A God that is sovereign with “the plan” not just a plan.
Today 190 days later, we have studied the bible together, talked about what it means to us, and how it applies to our life. We have prayed each morning before starting our day and prayed each night before closing our eyes. Constant prayer and surrendering to the Lord is the only reason our marriage has survived this deep hurt. We have had to put on the full armor of God.
Isaiah 43:18-19 was given to us on the fifth morning after.
18 “Forget the former things;
do not dwell on the past.
19 See, I am doing a new thing!
Now it springs up; do you not perceive it?
I am making a way in the wilderness
and streams in the wasteland.
We have clung to this verse like nothing else ever in our life.
Don’t get me wrong, I still struggle a little 6 months out now.
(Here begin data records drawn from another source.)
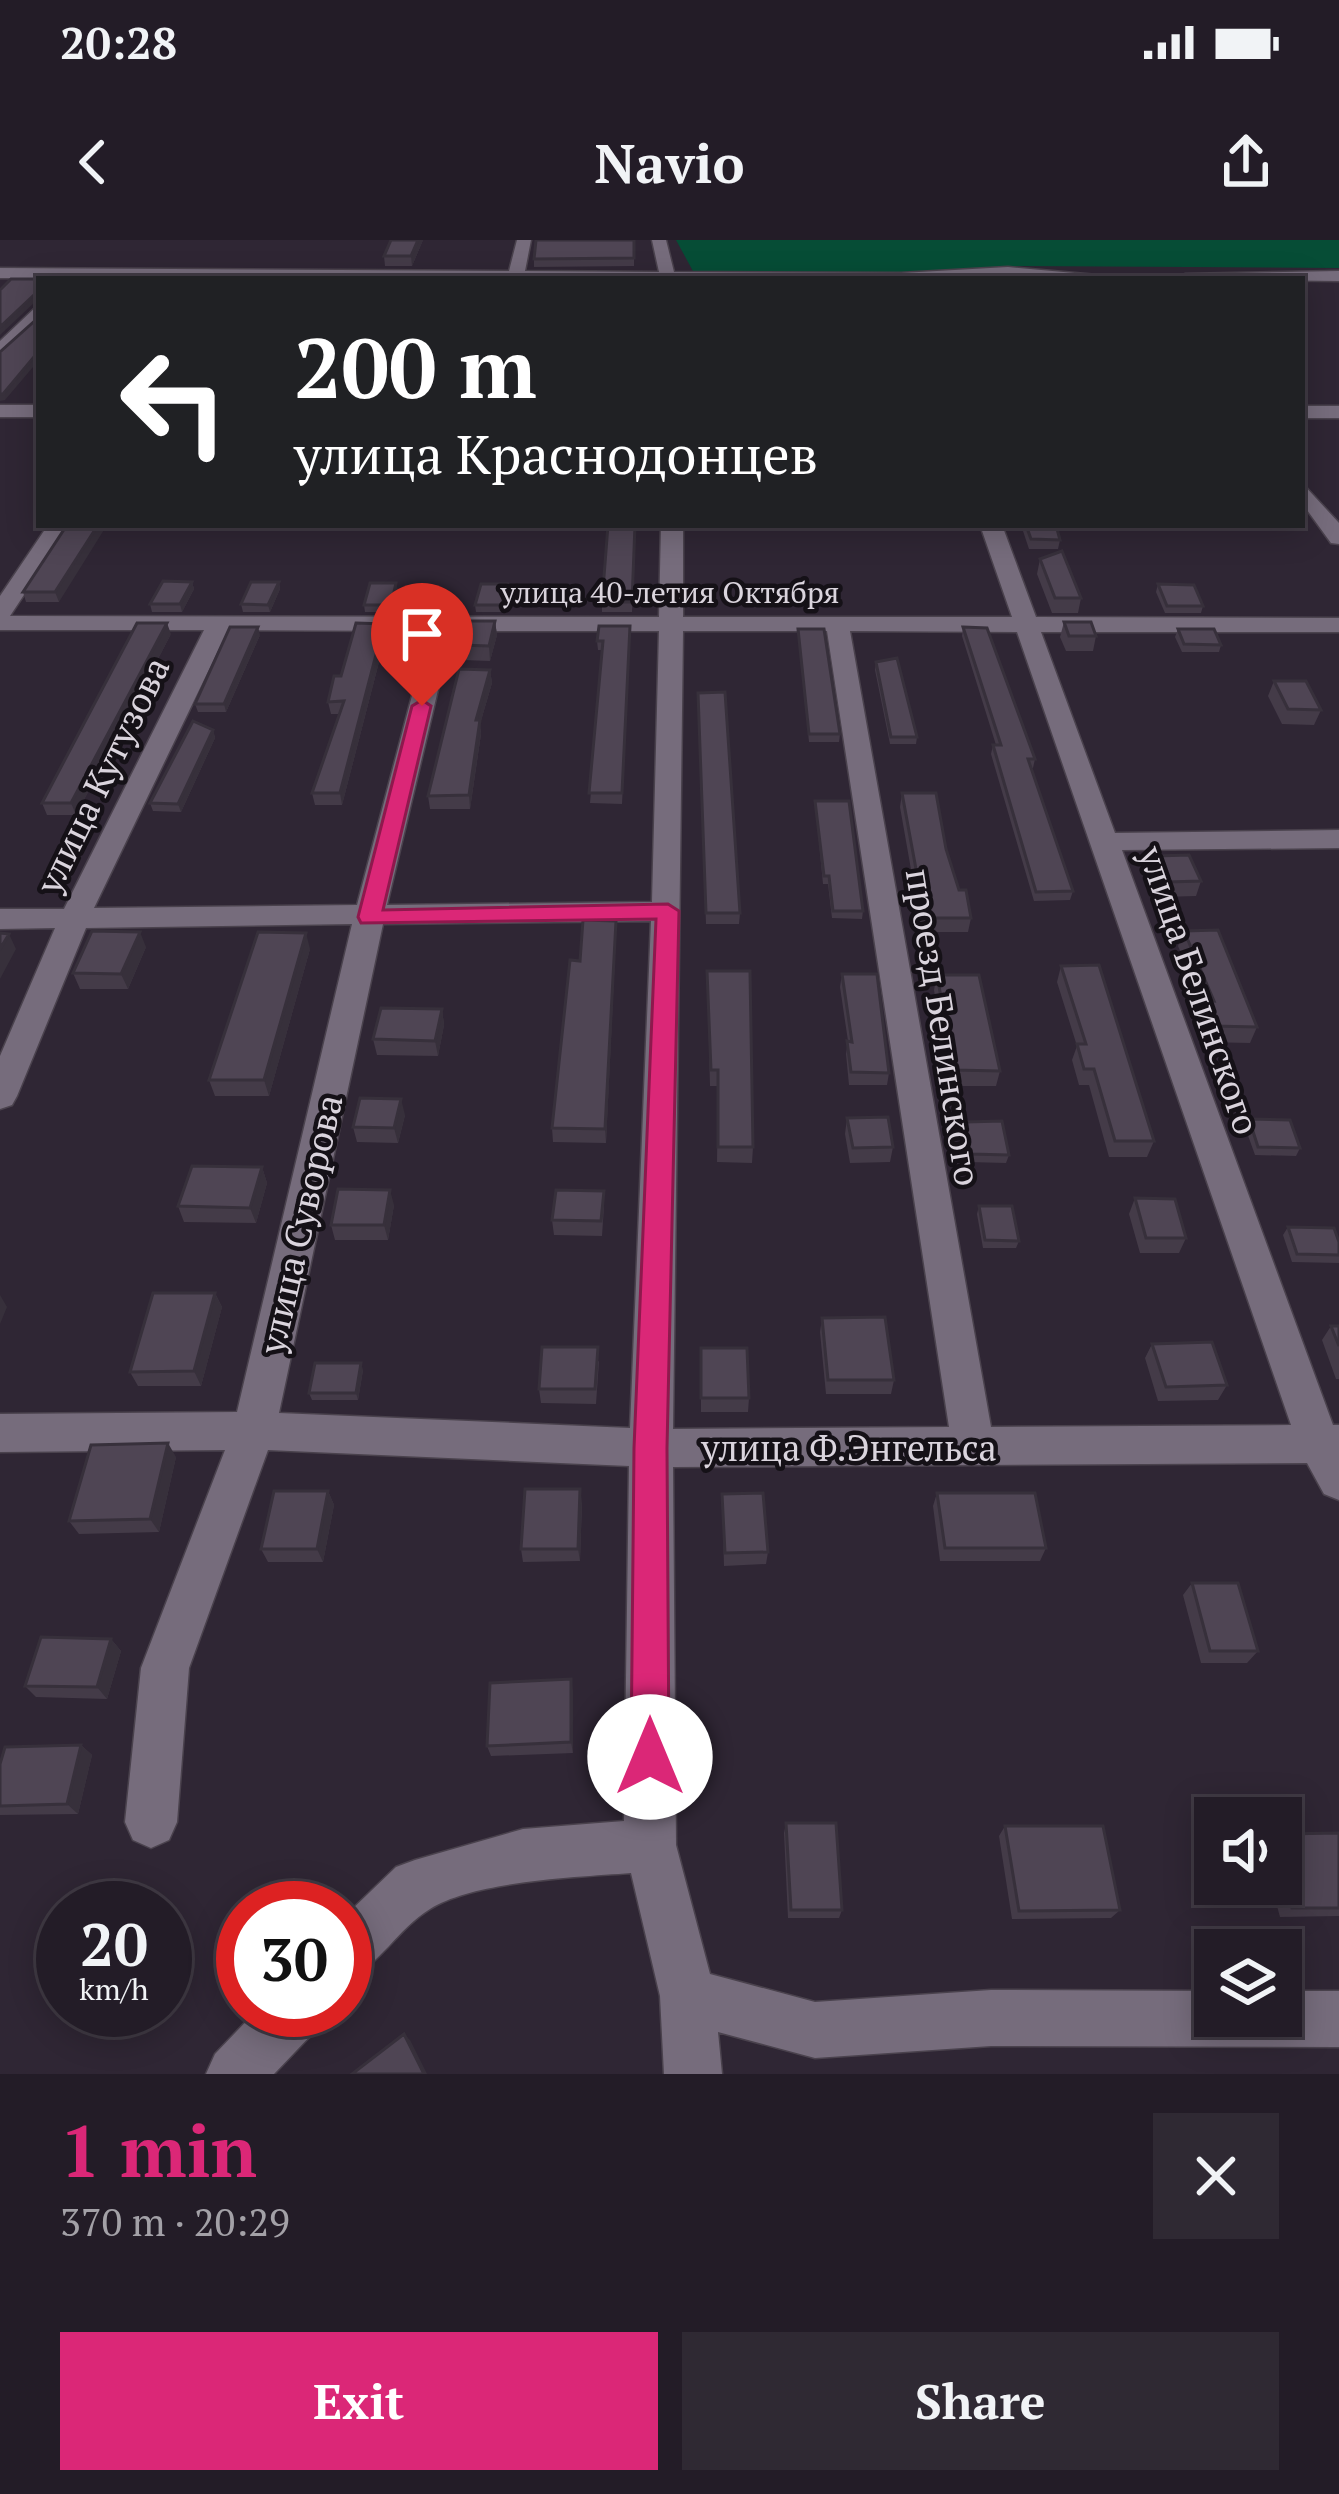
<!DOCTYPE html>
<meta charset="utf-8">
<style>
body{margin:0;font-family:"PT Serif",serif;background:#2f2933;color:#f1f3f6;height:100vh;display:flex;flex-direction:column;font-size:45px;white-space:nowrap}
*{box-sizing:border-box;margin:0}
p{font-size:39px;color:#a3a1a7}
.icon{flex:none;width:66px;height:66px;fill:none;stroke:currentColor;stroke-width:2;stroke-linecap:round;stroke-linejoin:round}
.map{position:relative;height:1834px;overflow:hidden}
.panel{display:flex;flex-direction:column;background:#231c27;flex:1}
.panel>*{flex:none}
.hud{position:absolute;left:36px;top:36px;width:1269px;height:252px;border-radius:0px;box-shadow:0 6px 30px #0003,0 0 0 3px #403a44;background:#202124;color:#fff;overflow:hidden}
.buttons{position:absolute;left:1194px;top:1557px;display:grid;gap:24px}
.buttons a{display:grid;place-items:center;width:108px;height:108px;border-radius:0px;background:#231c27;box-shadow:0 6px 30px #0003,0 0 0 3px #403a44;font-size:60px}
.speed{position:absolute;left:36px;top:1641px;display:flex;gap:24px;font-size:60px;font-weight:700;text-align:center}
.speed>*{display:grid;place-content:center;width:156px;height:156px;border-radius:50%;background:#231c27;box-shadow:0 6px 30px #0003,0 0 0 3px #403a44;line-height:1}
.speed small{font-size:30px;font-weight:400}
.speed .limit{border:18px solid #d22;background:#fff;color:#111}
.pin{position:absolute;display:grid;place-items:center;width:102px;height:102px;color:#fff;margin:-123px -51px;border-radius:50% 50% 50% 0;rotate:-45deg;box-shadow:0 0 12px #0007}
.pin .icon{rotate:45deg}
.me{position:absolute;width:132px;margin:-66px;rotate:0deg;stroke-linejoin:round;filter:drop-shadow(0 0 9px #0008)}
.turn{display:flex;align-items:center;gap:42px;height:252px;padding:0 60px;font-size:54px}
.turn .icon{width:156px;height:156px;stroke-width:2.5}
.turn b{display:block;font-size:84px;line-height:102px}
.round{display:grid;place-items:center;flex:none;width:126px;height:126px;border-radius:0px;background:#2f2933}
.summary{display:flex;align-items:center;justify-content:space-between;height:204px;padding:0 60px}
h1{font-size:72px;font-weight:700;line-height:90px;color:#db2777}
.primary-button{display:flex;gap:24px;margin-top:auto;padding:24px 60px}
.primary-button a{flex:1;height:138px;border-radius:0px;background:#db2777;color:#fff;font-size:48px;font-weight:700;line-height:138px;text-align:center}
.primary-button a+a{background:#2f2933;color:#f1f3f6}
.status{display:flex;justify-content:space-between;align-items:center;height:84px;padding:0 60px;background:#231c27;direction:ltr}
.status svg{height:33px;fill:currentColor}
header{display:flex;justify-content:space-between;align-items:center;height:156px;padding:0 60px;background:#231c27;font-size:54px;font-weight:700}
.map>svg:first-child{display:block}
</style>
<div class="status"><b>20:28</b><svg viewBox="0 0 49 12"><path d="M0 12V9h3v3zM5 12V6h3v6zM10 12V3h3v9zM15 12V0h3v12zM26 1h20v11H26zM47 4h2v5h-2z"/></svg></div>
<header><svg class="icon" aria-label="back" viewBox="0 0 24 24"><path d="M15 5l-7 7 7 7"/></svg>Navio<svg class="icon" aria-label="share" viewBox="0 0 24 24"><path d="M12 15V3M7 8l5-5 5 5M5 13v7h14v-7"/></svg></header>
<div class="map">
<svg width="1339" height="1834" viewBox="0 0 1339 1834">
<rect width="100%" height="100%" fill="#2f2634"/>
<path fill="#064d36" d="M676 0H1339V28L1021 26 905 34 694 33Z"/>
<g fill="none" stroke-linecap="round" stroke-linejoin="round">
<g stroke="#4a424d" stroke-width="3">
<path id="minor" d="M517 0H531L525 31 659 32 652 0H666L674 32 901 33 1008 27 1142 39 0 38V28L509 31Z
M1339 31V41L1177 39 1185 34Z
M39 64V79L0 116V101Z
M0 165H39V177H0Z
M1302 166H1339V178H1302Z
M1302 243 1339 283V304L1331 303 1302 263Z
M48 285H70L10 376 659 377 661 285H683V377H1012L980 285H1002L1036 377 1339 378V392H1041L1115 593 1339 590V608L1122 610 1333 1185H1339V1260L1324 1254 1307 1223 673 1227 676 1605 710 1734 815 1762 991 1750 1215 1751V1776H1281V1751H1339V1807L991 1806 815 1818 718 1792 722 1834H664L660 1756 631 1633C578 1637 474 1641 430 1669 397 1689 381 1725 345 1740V1676L396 1627 415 1620 523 1589 624 1581 629 1226 268 1210 189 1428 177 1582 169 1600 151 1608 133 1600 125 1582 141 1428 225 1210 0 1212V1174L237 1172 352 684 86 688 17 856 12 865 0 869V816L55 688 0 689V669H64L204 390H0V356ZM228 390 429 391 357 665 94 668ZM452 391H659L652 662 387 665ZM683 391H827L949 1187 673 1189ZM850 391 1017 392 1291 1185 991 1187ZM651 681 630 1188 279 1173 383 684Z
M257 1770H324L316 1790 274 1834H206L215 1814Z"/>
</g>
<use href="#minor" fill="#766c7c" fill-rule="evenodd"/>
</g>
<path fill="#443b48" d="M423 0 412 26H385L384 16Z
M634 0V26L534 27V19Z
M67 285 59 362H26L23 352Z
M446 285H527L526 290 447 289Z
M636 285 632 372H602V362Z
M1021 285H1056L1060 300 1058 309H1029Z
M1040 319 1081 358 1078 373H1052L1037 334Z
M192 342 194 349 182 372H152L150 364Z
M279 342 280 349 270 372H243L241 364Z
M507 344 508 351 503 372H476L475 365Z
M1158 344 1203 366 1201 373H1165L1156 352Z
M398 350 392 372H365L364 365Z
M495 381 497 395 490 421 462 420 460 405Z
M1064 382 1096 396 1093 411H1066L1060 397Z
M963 387 1035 519 1033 528H1031L1073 651 1070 660 1034 661 991 514 993 505H996L962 396Z
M798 389 840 494 839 502H809Z
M1178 389 1221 405 1219 412H1182L1175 397Z
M171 394 76 575H47L42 563Z
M260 395 226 472H198L195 464Z
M386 395 342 565H315L312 553 339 474H331L328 462 341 436Z
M630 396 622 564 590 563 603 410H598L597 401Z
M876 422 917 497 916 504H890L875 430Z
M490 430 492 443 480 484 481 494 470 569H430L428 556Z
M1274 441 1321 470 1314 485 1282 484 1268 456Z
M698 453 740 673 739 684H706Z
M213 490 215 498 181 572 153 571 150 563Z
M902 553 946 609 959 650 971 678 968 692H922L900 567Z
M815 561 863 671 862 679 832 678 828 644H823Z
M1155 616 1201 641 1196 656 1161 657 1150 632Z
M1184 691 1257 787 1250 803 1205 802 1197 776 1202 763 1178 706Z
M616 695 606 903 553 902 552 888 580 721Z
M146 707 128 749H80L73 733Z
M310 709 269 856H215L209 840Z
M1061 726 1154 901 1147 917H1109L1089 845H1079L1072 820 1077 806 1057 742Z
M707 731 753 907 752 923 717 922 718 846H710Z
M842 734 889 833 887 845H849L846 814 848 801 840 747Z
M937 735 1000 831 996 846H950L934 750Z
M442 769 444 785 438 816 377 815 373 799Z
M405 875 398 903 357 902 353 887Z
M847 878 893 907 890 922 850 923 845 894Z
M1249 879 1300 908 1296 916 1255 915 1245 887Z
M965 882 1009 915 1006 923 968 922 963 890Z
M262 927 267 943 256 983 184 982 178 966Z
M1135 958 1186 998 1179 1013H1140L1129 974Z
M394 965 388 1000H335L331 985Z
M604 966 602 996 554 995 552 980Z
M979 966 1019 1001 1016 1008H983L977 974Z
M1288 987 1339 1002V1023L1292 1022 1283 995Z
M215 1053 222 1067 201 1146H138L130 1132Z
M822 1078 894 1140 891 1154H826L820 1092Z
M1331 1086H1339V1139H1336L1322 1100Z
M1152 1104 1227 1145 1218 1160 1158 1161 1145 1118Z
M701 1108 749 1158 748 1172H701Z
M599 1121 596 1164 541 1163 539 1149Z
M363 1130 358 1160H312L309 1153Z
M176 1217 159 1292 79 1294 69 1281Z
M328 1251 334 1265 323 1322H268L261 1309Z
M937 1253 1046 1308 1040 1321H940L933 1266Z
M722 1254 768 1312 766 1324 724 1326Z
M582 1262 580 1321 523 1322 521 1309Z
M1192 1343 1258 1411 1247 1423H1201L1183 1355Z
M111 1399 121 1411 107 1459 36 1457 25 1446Z
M571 1439 573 1513 491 1516 487 1506Z
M81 1505 92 1515 78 1574 0 1575V1524Z
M786 1583 842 1670 839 1678H788L784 1593Z
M1005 1586 1120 1670 1111 1678 1012 1679 999 1596Z
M1339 1593V1676L1280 1677 1271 1644H1281V1594Z"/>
<path fill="#37303b" d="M418 0H423L412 26 411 16Z
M34 55 36 61 0 95V87Z
M39 111V120L5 160 0 161V154Z
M98 285H107L59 362 55 352Z
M192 342 194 349 182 372 180 364Z
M279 342 280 349 270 372 268 365Z
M396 343 398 350 392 372 391 365Z
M495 381 497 395 490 421 489 406Z
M167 383 171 394 76 575 71 563Z
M384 384 386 395 342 565 340 553Z
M258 387 260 395 226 472 224 464Z
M490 430 492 443 480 484 481 494 470 569 469 555 476 480Z
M213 490 215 498 181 572 178 564Z
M616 681V695L606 903 605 889Z
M140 692 146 707 128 749 121 734Z
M306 693 310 709 269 856 264 840Z
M9 694 16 709 0 739V709Z
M442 769 444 785 438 816 435 801Z
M401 859 405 875 398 903 394 888Z
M262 927 267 943 256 983 250 968Z
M390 950 394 965 388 1000 384 985Z
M215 1053 222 1067 201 1146 194 1131Z
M0 1055 7 1067 0 1084Z
M361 1123 363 1130 358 1160 356 1153Z
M168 1203 176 1217 159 1292 150 1279Z
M580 1249 582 1262 580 1321 578 1309Z
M328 1251 334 1265 323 1322 317 1309Z
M111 1399 121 1411 107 1459 97 1447Z
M571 1439 573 1451V1513L571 1502Z
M81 1505 92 1515 78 1574 67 1564Z
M404 1794 410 1800 427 1834H424Z"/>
<path fill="#4f4554" stroke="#37303b" stroke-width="3" d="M391 0H418L411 16H384Z
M536 0H634V18L534 19Z
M174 37H252L251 39H173Z
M404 37 403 39H322V38Z
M532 37H565L564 39H532Z
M11 39H39V55H34L0 87V50Z
M39 77V111L3 154H0V112Z
M67 285H98L55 352H23Z
M608 285H635L632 362H602Z
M1026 285H1056L1060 300 1031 299Z
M1062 311 1081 358H1055L1040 319Z
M163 341 192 342 180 364H150Z
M251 342H279L268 365 241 364Z
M370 343H396L391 365H364Z
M481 344H507L502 365H475Z
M1158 344 1194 345 1203 366H1167Z
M468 381H495L489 406 460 405Z
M1064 382H1091L1096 396H1069Z
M137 383H167L71 563H42Z
M356 383 384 384 340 553H312L344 461 328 462 334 436H341Z
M599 386H630L622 553H589L603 401H597Z
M230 387H258L224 464H195Z
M963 387 987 388 1035 519H1028L1073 651 1036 652 993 505H1001Z
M798 389H824L840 494H809Z
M1178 389H1214L1221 405 1184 404Z
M897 418 917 497H891L876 422Z
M459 429 490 430 476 480H480L469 555 428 556Z
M1274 441H1306L1321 470 1288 469Z
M725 452 740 673H706L698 453Z
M193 481 213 490 178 564 150 563Z
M902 553H936L946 609 959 650H966L971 678H925Z
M815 561H849L863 671H833L829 636H824Z
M1189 615 1201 641 1167 642 1155 616Z
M583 680 616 681 605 889 552 888 570 720 580 721Z
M1218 690 1257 787 1212 786 1203 760 1214 761 1184 691Z
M92 691 140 692 121 734 73 733Z
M258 692 306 693 264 840H209Z
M0 693 9 694 0 709Z
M1099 725 1154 901H1115L1094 829H1084L1077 804H1086L1061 726Z
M707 731H750L753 907H718V830H711Z
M842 734H877L889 833 851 832 847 801 852 802Z
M937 735H979L1000 831 954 830Z
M381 768 442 769 435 801 373 799Z
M360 858 401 859 394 888 353 887Z
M888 877 893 907 853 908 847 878Z
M1249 879 1290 880 1300 908 1258 907Z
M1002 881 1009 915 970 914 965 882Z
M192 926 262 927 250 968 178 966Z
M338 949 390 950 384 985H331Z
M556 950 604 951 601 981 552 980Z
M1135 958 1175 959 1186 998H1146Z
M979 966H1012L1019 1001 985 1000Z
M1288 987 1334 988 1339 1002V1015L1297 1014Z
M153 1053H215L194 1131 130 1132Z
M885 1077 894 1140H828L822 1078Z
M1331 1086H1339V1106Z
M1212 1102 1227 1145 1166 1147 1152 1104Z
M542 1107H598L595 1149H539Z
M701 1108H747L749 1158H701Z
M315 1123H361L356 1153H309Z
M168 1203 150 1279 69 1281 91 1205Z
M525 1249H580L578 1309H521Z
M274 1251H328L317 1309H261Z
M763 1253 768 1312 725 1313 722 1254Z
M937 1253H1035L1046 1308H945Z
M1192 1343H1238L1258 1411H1210Z
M41 1397 111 1399 97 1447 25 1446Z
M571 1439V1502L487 1506 490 1443Z
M81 1505 67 1564 0 1566V1524L5 1507Z
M786 1583H836L842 1670H791Z
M1005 1586H1103L1120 1670 1019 1671Z
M1339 1593V1668H1292L1281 1630V1594Z
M404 1794 424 1834H352Z"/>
<path fill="#db2777" stroke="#8e194d" stroke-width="3" d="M422 460 431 466 383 670 668 664 679 671 667 1208 669 1517 664 1530 650 1536 637 1530 631 1517 634 1208 656 679 361 683 358 677 412 466Z"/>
<g text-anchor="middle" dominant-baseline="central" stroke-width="9" stroke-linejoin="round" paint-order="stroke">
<g font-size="30" fill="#dad4dd" stroke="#151117">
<text x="670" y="352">улица 40-летия Октября</text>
</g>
<g font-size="36" fill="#dad4dd" stroke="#151117">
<text transform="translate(102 535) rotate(-64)">улица Кутузова</text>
<text transform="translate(1200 750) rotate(71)">улица Белинского</text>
<text transform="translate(944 787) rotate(81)">проезд Белинского</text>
<text transform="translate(300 984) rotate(-77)">улица Суворова</text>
<text x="849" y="1207">улица Ф.Энгельса</text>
</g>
</g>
</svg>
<div class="buttons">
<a><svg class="icon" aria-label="sound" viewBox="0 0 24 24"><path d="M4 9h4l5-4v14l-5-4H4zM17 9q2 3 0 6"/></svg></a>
<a><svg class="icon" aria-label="layers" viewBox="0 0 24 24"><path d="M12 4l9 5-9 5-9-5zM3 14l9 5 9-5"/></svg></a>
</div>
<div class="speed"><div>20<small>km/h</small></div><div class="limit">30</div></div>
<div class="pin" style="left:422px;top:466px;background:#d93025"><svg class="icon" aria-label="arrive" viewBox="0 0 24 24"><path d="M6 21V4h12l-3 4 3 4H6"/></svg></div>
<svg class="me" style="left:650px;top:1517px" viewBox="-20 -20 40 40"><circle r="19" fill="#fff"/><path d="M0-13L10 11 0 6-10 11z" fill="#db2777"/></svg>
<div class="hud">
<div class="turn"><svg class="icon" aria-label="left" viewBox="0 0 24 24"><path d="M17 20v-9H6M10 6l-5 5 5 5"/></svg><div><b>200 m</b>улица Краснодонцев</div></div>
</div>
</div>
<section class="panel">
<div class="summary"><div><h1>1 min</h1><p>370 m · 20:29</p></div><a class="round"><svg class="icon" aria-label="close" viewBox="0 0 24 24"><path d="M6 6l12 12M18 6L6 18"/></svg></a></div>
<div class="primary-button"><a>Exit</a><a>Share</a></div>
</section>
I still struggle with “forgetting the former things”. Can you relate? I still struggle with not “dwelling on things of the past”. Anyone else? The questions of my husband’s secret life of sex addictions mystify me. I can’t believe that I lived all that time not knowing. I’m hurt.
Although I still hurt, I am here to tell you, all women, anyone who has suffered from deep hurt and pain, that God does bring forth new life. My husband is a new creation and I’m a new creation. God has provided us a path in the wilderness and we’ve been walking through it with him. he has led us to the river that quenches and has quenched our thirst like we never imagined.
God gave us the Holy Spirit to empower us for messy situations just like this one! Messed to Blessed.
I recently heard Beth Moore during a Wednesday night bible study say, “The power of the resurrection trumps the power of the past if we are willing to let it”.
Praise God! The old is gone and new life begins with surrendering to the Lord. Our eyes are now very wide open.
It’s unfortunate that we had lived out in all of our life before and after marriage, 2 Timothy 3:7.
7 always learning but never able to come to knowledge of the truth.
We now want a teachable spirit, want to listen to the voice of wisdom and listen to him.
I continue to pray Proverbs 3:3-4.
3 Let love and faithfulness never leave you;
bind them around your neck,
write them on the tablet of your heart.
4 Then you will win favor and a good name
in the sight of God and man.
On Day 190 this is my story. I’m not a writer. I’m a failed out English major from a private university, but I have a story to tell and I have felt compelled to tell it. I want every woman who has felt this hurt, for every man who so desires to choose to be the spiritual leader God is calling him to be, and for every couple that is living in a self-reliant marriage headed down a self-destructing path to know there are struggles, but there is HOPE. I welcome you to join me in this journey I will begin next week a weekly journal from day one till now. I hope somehow I can encourage someone.
God has more for you- he can turn messes into blessings!